In the United States during 2009, we drilled 76 gross (50 net) exploratory wells of which 72 gross (48 net) wells encountered commercial quantities of hydrocarbons. Of these 72 wells, 6 were temporarily suspended or in the process of being completed at year end. Internationally, we drilled 9 gross (1 net) exploratory wells of which 6 gross (1 net) wells encountered commercial quantities of hydrocarbons. All 6 wells were temporarily suspended or were in the process of being completed at December 31, 2009.
Oil Sands Mining
Through our acquisition of Western in 2007, we hold a 20 percent outside-operated interest in the AOSP, an oil sands mining joint venture located in Alberta, Canada. The joint venture produces bitumen from oil sands deposits in the Athabasca region utilizing mining techniques and upgrades the bitumen to synthetic crude oils and vacuum gas oil. The AOSP’s mining and extractions assets are located near Fort McMurray, Alberta and include the Muskeg River mine which began bitumen production in 2003 and the Jackpine mine which is currently under construction and anticipated to commence bitumen production in the second half of 2010. The underlying developed leases are held for the duration of the project, with royalties payable to the province of Alberta. The upgrading assets are located at Fort Saskatchewan, northeast of Edmonton, Alberta. Additional upgrading capacity is being constructed with an anticipated startup in late 2010 or early 2011.

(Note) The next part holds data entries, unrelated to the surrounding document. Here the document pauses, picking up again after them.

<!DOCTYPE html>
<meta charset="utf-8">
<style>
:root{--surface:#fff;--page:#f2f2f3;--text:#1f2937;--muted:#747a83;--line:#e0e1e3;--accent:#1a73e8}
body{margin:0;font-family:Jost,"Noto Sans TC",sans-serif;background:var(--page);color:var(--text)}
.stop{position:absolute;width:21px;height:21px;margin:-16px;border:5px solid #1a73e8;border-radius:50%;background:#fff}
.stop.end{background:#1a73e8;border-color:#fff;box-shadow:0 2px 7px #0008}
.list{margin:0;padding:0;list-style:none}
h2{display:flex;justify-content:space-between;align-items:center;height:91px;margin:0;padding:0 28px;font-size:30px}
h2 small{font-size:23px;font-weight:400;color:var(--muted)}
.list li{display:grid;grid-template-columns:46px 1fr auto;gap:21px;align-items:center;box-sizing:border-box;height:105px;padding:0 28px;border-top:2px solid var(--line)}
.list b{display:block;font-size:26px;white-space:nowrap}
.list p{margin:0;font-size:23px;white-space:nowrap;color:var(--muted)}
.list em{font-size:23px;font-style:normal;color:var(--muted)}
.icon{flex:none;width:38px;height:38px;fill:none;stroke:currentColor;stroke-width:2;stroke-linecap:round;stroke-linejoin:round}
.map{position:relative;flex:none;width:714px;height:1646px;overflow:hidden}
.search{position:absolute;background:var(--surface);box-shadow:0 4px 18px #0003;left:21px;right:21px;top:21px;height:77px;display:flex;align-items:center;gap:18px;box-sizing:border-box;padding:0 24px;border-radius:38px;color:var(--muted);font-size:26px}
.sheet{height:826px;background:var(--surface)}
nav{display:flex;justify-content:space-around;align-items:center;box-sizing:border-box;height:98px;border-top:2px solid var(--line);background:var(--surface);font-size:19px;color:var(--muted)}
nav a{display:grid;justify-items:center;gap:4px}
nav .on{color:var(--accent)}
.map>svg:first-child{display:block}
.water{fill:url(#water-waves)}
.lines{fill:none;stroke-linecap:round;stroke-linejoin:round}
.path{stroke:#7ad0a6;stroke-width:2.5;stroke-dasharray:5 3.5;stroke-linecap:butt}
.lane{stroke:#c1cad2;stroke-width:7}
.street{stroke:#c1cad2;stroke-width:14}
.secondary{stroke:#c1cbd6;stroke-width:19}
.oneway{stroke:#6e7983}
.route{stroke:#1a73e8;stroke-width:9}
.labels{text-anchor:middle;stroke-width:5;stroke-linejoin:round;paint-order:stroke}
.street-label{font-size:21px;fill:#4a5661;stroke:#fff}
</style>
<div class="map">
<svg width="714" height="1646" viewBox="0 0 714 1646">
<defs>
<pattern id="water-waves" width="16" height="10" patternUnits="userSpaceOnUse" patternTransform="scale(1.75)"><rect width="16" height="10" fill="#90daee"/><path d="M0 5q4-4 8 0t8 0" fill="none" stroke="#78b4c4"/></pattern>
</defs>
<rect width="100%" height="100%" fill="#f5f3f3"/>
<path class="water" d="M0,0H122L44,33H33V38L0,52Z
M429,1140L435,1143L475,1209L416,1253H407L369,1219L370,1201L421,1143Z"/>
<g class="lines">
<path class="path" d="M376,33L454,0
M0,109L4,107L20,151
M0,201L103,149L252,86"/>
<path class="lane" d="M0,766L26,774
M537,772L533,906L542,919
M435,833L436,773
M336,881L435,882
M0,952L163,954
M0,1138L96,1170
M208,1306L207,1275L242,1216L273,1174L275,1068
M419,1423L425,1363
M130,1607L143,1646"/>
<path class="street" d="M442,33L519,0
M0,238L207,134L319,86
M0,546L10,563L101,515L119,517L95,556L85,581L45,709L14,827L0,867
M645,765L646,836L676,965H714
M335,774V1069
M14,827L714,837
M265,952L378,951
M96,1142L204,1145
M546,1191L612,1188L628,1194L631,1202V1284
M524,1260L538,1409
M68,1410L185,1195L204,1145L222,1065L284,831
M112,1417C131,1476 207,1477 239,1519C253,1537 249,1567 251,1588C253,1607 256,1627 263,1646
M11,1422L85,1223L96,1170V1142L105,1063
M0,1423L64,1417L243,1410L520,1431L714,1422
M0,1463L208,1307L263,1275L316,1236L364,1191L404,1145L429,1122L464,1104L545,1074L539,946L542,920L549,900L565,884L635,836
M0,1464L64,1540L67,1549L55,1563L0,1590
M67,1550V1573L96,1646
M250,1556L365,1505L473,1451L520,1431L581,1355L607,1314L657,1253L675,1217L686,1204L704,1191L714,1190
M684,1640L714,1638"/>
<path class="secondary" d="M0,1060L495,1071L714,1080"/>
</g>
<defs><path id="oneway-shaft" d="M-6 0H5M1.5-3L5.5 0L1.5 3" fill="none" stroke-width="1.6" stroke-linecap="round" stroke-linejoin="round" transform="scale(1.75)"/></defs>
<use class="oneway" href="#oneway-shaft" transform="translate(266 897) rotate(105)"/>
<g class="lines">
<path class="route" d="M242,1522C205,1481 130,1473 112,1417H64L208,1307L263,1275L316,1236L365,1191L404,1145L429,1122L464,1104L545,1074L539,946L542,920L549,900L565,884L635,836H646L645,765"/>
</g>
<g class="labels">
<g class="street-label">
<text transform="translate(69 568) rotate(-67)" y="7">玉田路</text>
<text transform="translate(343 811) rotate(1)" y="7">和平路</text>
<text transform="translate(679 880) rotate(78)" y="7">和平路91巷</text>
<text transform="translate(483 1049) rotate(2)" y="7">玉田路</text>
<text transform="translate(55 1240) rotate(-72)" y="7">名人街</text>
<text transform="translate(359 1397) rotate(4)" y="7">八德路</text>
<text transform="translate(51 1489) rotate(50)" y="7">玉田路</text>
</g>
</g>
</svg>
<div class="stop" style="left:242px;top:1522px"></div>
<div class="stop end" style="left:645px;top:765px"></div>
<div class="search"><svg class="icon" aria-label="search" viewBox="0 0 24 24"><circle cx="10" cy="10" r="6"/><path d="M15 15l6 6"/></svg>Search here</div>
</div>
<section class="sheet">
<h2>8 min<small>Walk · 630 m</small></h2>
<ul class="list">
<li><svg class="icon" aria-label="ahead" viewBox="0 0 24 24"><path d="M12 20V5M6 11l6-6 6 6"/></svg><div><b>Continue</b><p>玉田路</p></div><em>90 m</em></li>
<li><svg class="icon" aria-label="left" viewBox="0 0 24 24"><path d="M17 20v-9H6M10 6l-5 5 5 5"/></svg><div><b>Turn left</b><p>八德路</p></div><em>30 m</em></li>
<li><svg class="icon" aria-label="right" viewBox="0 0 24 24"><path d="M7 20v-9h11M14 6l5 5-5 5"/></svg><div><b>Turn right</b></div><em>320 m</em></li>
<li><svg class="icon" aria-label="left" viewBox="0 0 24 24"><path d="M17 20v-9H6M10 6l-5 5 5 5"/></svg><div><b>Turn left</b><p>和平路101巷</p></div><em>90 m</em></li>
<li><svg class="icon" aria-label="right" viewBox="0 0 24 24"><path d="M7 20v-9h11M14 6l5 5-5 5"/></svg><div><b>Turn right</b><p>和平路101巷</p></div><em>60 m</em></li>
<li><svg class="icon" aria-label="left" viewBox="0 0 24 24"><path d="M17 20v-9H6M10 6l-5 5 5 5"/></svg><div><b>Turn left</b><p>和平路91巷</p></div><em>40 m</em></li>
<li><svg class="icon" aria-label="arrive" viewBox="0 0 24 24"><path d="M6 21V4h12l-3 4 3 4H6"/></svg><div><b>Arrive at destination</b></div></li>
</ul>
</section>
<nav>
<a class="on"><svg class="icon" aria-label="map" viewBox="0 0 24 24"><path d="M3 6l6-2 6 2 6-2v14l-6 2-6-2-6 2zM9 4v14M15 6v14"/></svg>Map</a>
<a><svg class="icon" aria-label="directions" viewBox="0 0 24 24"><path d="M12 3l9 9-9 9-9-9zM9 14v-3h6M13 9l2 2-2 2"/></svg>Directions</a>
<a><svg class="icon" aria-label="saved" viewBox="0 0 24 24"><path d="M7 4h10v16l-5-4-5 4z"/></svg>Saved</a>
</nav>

In December 2008, the Securities and Exchange Commission (“SEC”) announced revisions to its regulations on oil and gas reporting. In January 2010, the Financial Accounting Standards Board issued an accounting standards update which was intended to harmonize the accounting literature with the SEC’s new regulations. See Item 8. Financial Statements and Supplementary Data – Note 2 to the consolidated financial statements for a summary of the changes. The revised regulations were applied in estimating and reporting our reserves as of December 31, 2009, which totaled 1,679 mmboe.
Our integrated gas operations include natural gas liquefaction and regasification operations and methanol production operations. Also included in the financial results of the Integrated Gas segment are the costs associated with ongoing development of projects to link stranded natural gas resources with key demand areas.
Refining, Marketing and Transportation
We have refining, marketing and transportation operations concentrated primarily in the Midwest, upper Great Plains, Gulf Coast and Southeast regions of the U.S. We rank as the fifth largest crude oil refiner in the U.S. and the largest in the Midwest. Our operations include a seven-plant refining network and an integrated terminal and transportation system which supplies wholesale and Marathon-brand customers as well as our own retail operations. Our wholly-owned retail marketing subsidiary Speedway SuperAmerica LLC (“SSA”) is the third largest chain of company-owned and -operated retail gasoline and convenience stores in the U.S. and the largest in the Midwest.
We had 28,855 active employees as of December 31, 2009. Of that number, 18,325 were employees of SSA, most of who were employed at our retail marketing outlets.